Concurrent with the growth of the Islamic right in Egypt, Sadat helped engineer a dramatic expansion of America’s power in the Middle East. Under Nasser, Egypt was a nation at odds with the United States. Twenty thousand Soviet troops, technicians, and advisers backed Egypt’s armed force; a war of attrition was under way along the Egypt-Israel border; and Egypt and the United States lacked even normal diplomatic ties. But Sadat established a covert relationship with Adham, the CIA, and Henry Kissinger, the US national security adviser.
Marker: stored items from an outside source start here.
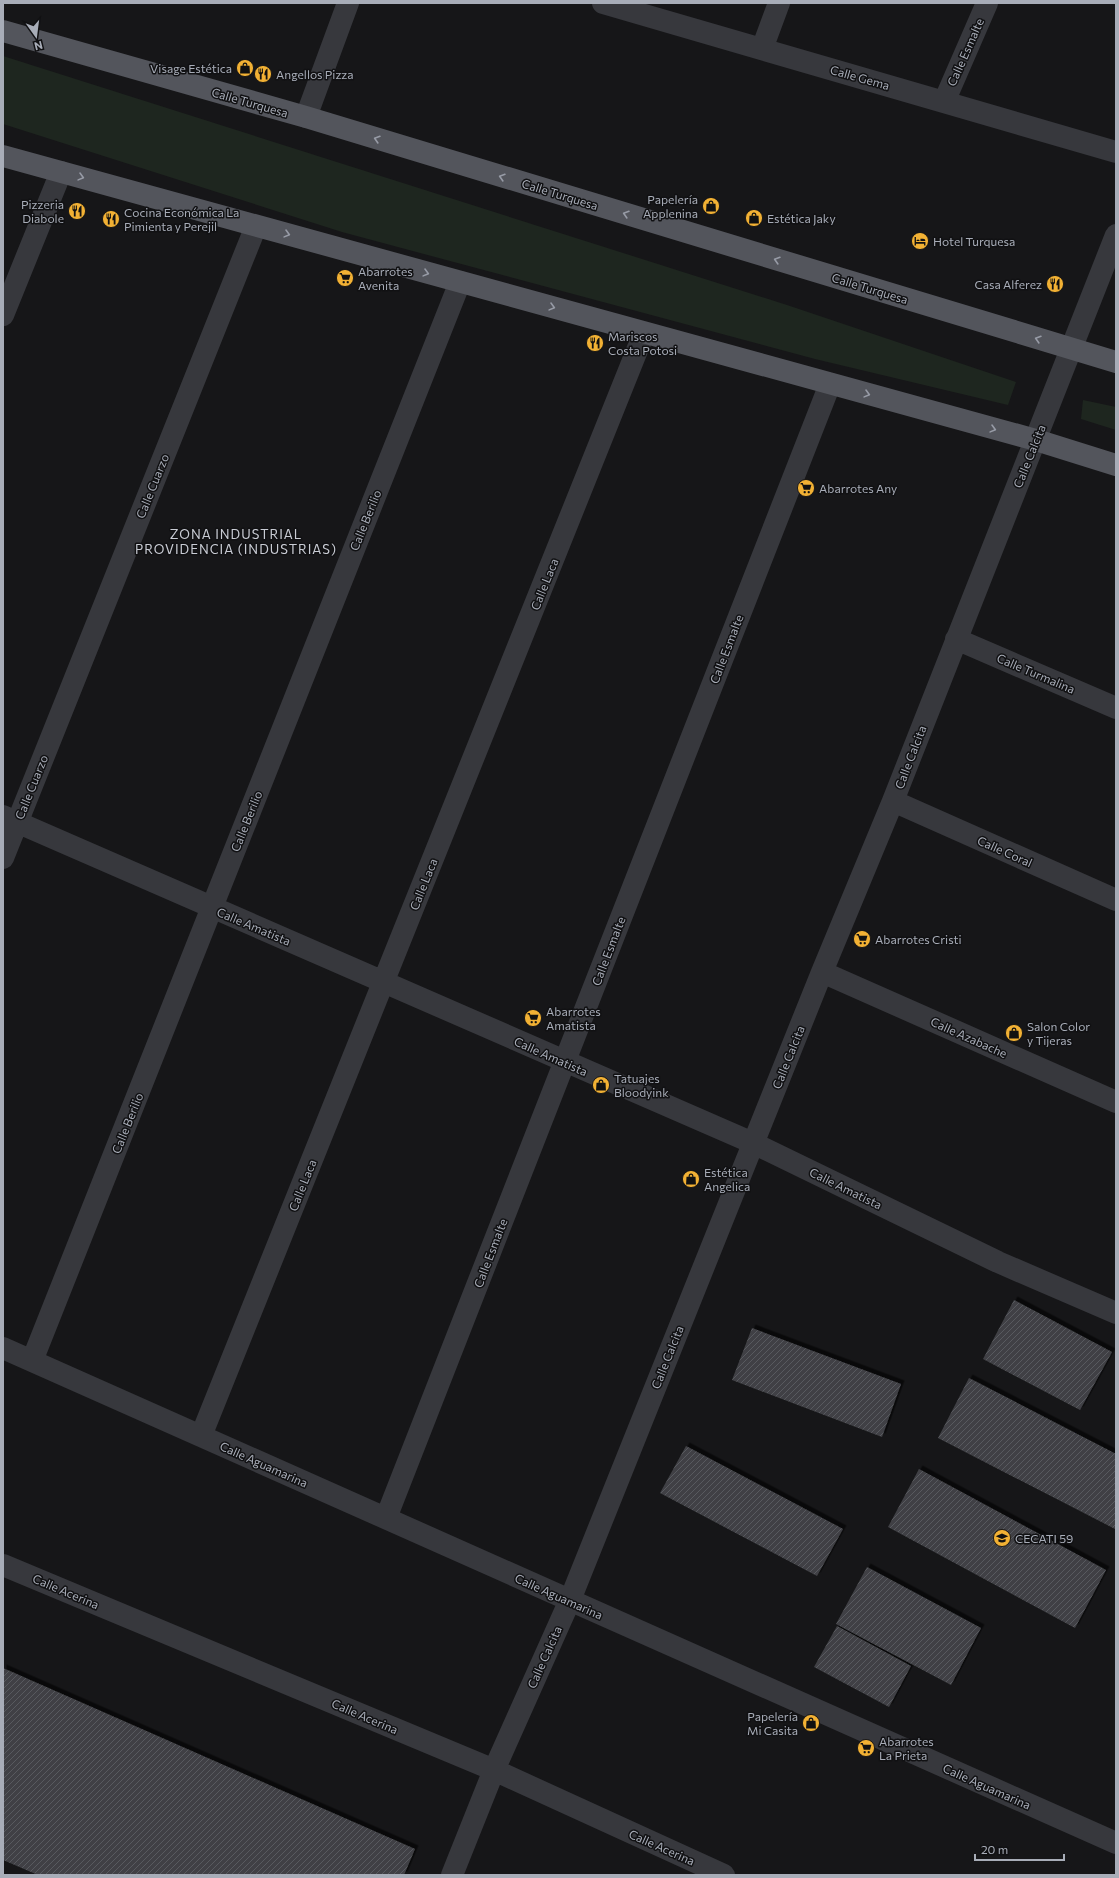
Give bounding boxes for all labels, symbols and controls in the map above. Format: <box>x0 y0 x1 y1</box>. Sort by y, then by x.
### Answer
north arrow <box>16 16 56 56</box>
street label: Calle Esmalte <box>944 16 986 88</box>
text: N <box>33 39 44 53</box>
shop icon: Visage Estética <box>235 58 255 78</box>
place label: Visage Estética <box>150 61 232 75</box>
street label: Calle Gema <box>829 62 891 92</box>
restaurant icon: Angellos Pizza <box>253 64 273 84</box>
place label: Angellos Pizza <box>276 67 354 81</box>
street label: Calle Turquesa <box>210 84 290 120</box>
one-way arrow <box>374 135 381 144</box>
one-way arrow <box>78 173 84 181</box>
one-way arrow <box>498 173 505 182</box>
street label: Calle Turquesa <box>520 176 600 212</box>
place label: Papelería Applenina <box>643 192 698 220</box>
shop icon: Papelería Applenina <box>701 196 721 216</box>
place label: Pizzeria Diabole <box>21 197 64 225</box>
restaurant icon: Pizzeria Diabole <box>67 201 87 221</box>
place label: Cocina Económica La Pimienta y Perejil <box>124 205 239 233</box>
shop icon: Estética Jaky <box>744 208 764 228</box>
restaurant icon: Cocina Económica La Pimienta y Perejil <box>101 209 121 229</box>
one-way arrow <box>623 210 630 219</box>
place label: Estética Jaky <box>767 211 836 226</box>
one-way arrow <box>284 230 291 238</box>
hotel icon: Hotel Turquesa <box>910 231 930 251</box>
place label: Hotel Turquesa <box>933 234 1015 248</box>
one-way arrow <box>774 256 781 265</box>
place label: Abarrotes Avenita <box>358 264 413 292</box>
supermarket icon: Abarrotes Avenita <box>335 268 355 288</box>
one-way arrow <box>423 268 429 276</box>
street label: Calle Turquesa <box>830 270 910 306</box>
restaurant icon: Casa Alferez <box>1045 274 1065 294</box>
place label: Casa Alferez <box>974 277 1042 291</box>
one-way arrow <box>548 302 555 311</box>
place label: Mariscos Costa Potosi <box>608 329 677 357</box>
restaurant icon: Mariscos Costa Potosi <box>585 333 605 353</box>
one-way arrow <box>1035 335 1042 344</box>
one-way arrow <box>864 389 871 398</box>
street label: Calle Calcita <box>1010 422 1048 490</box>
one-way arrow <box>989 424 996 433</box>
street label: Calle Cuarzo <box>133 452 171 520</box>
supermarket icon: Abarrotes Any <box>796 478 816 498</box>
place label: Abarrotes Any <box>819 481 897 495</box>
street label: Calle Berilio <box>346 487 384 553</box>
district label: ZONA INDUSTRIAL PROVIDENCIA (INDUSTRIAS) <box>135 526 337 557</box>
street label: Calle Laca <box>527 556 561 612</box>
street label: Calle Esmalte <box>706 613 746 685</box>
street label: Calle Turmalina <box>995 650 1077 696</box>
street label: Calle Calcita <box>891 723 929 791</box>
street label: Calle Cuarzo <box>12 753 50 821</box>
street label: Calle Berilio <box>227 788 265 854</box>
street label: Calle Coral <box>975 833 1035 869</box>
street label: Calle Laca <box>406 856 440 912</box>
street label: Calle Amatista <box>215 904 293 948</box>
street label: Calle Esmalte <box>588 915 628 987</box>
supermarket icon: Abarrotes Cristi <box>852 929 872 949</box>
place label: Abarrotes Cristi <box>875 932 962 946</box>
place label: Abarrotes Amatista <box>546 1004 601 1032</box>
supermarket icon: Abarrotes Amatista <box>523 1008 543 1028</box>
street label: Calle Azabache <box>929 1014 1009 1060</box>
place label: Salon Color y Tijeras <box>1027 1019 1090 1047</box>
street label: Calle Calcita <box>769 1023 807 1091</box>
shop icon: Salon Color y Tijeras <box>1004 1023 1024 1043</box>
street label: Calle Amatista <box>512 1034 590 1078</box>
place label: Tatuajes Bloodyink <box>614 1071 669 1099</box>
shop icon: Tatuajes Bloodyink <box>591 1075 611 1095</box>
street label: Calle Berilio <box>108 1090 146 1156</box>
street label: Calle Laca <box>285 1157 319 1213</box>
street label: Calle Amatista <box>807 1164 885 1212</box>
place label: Estética Angelica <box>704 1165 750 1193</box>
shop icon: Estética Angelica <box>681 1169 701 1189</box>
street label: Calle Esmalte <box>470 1217 510 1289</box>
street label: Calle Calcita <box>648 1323 686 1391</box>
street label: Calle Aguamarina <box>218 1438 310 1490</box>
school or university icon: CECATI 59 <box>992 1528 1012 1548</box>
place label: CECATI 59 <box>1015 1531 1073 1545</box>
street label: Calle Aguamarina <box>513 1570 605 1622</box>
street label: Calle Acerina <box>31 1571 101 1611</box>
street label: Calle Calcita <box>524 1624 564 1690</box>
street label: Calle Acerina <box>330 1696 400 1736</box>
place label: Papelería Mi Casita <box>747 1709 798 1737</box>
shop icon: Papelería Mi Casita <box>801 1713 821 1733</box>
place label: Abarrotes La Prieta <box>879 1734 934 1762</box>
supermarket icon: Abarrotes La Prieta <box>856 1738 876 1758</box>
street label: Calle Aguamarina <box>941 1760 1033 1812</box>
street label: Calle Acerina <box>627 1826 697 1868</box>
scale bar <box>975 1836 1064 1862</box>
text: 20 m <box>981 1842 1008 1856</box>

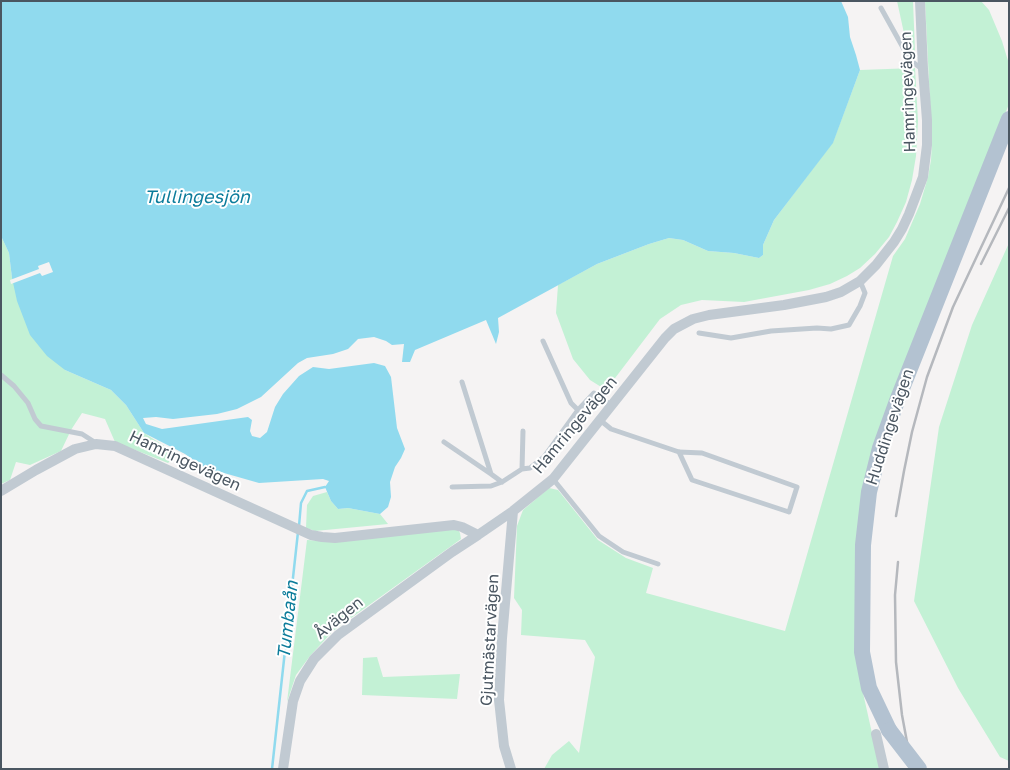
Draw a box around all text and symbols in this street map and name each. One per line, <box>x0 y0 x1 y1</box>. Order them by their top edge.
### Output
street label: Hamringevägen <box>896 31 920 153</box>
water label: Tullingesjön <box>144 186 250 208</box>
street label: Huddingevägen <box>862 366 918 488</box>
street label: Hamringevägen <box>529 372 621 478</box>
street label: Hamringevägen <box>126 427 244 495</box>
street label: Gjutmästarvägen <box>477 574 503 706</box>
water label: Tumbaån <box>273 580 303 660</box>
street label: Åvägen <box>311 593 367 643</box>

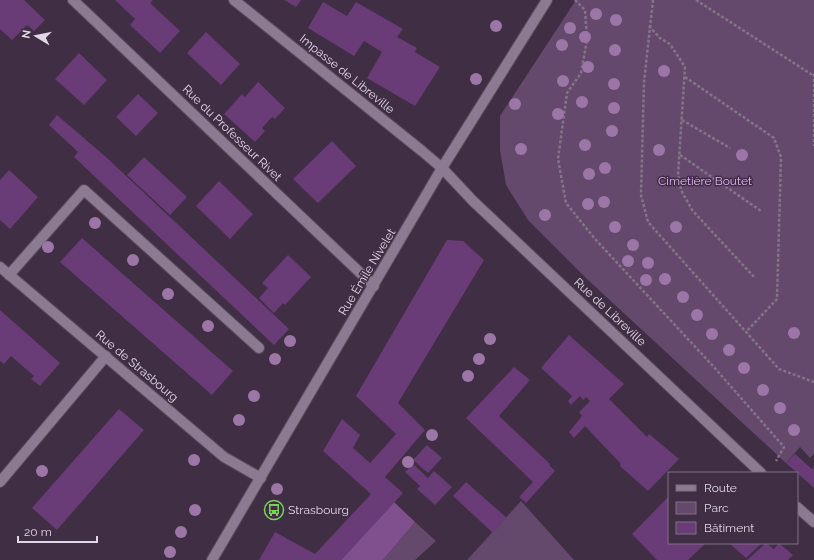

In 1971, within a year of assuming control, Sadat ousted the Egyptian left from the government, and in 1972 he stunned Moscow by expelling Soviet forces. After the 1973 Ramadan War–waged in concert with Saudi Arabia and organized around Islamic themes rather than Arab nationalism–Egypt and the United States reestablished ties. […] By 1980, Egypt was America’s leading Arab ally, engaged in supporting the US jihad in Afghanistan and providing a base for US influence in the oil-rich Persian Gulf. For even the most cynical US Middle East specialists, the change in Egypt, from foe to ally, was dizzying.
Sadat consolidated his shaky rule by unleashing the power of the Islamic right as a hammer against the left, with the generous financial assistance of Saudi Arabia. Though Nasser had suppressed the Muslim Brotherhood and fought to reduce the power of right-wing Islamism in Egypt, Sadat welcomes the exiled Muslim Brotherhood back to Egypt, reinvigorated the organization, and built its institutional presence within the universities, professional associations, and the media. Before Sadat, the Islamists were for the most part fringe-dwelling, marginalized radicals; after Sadat, the Muslim Brotherhood and its even more radical youth wing were part of mainstream discourse in Egypt.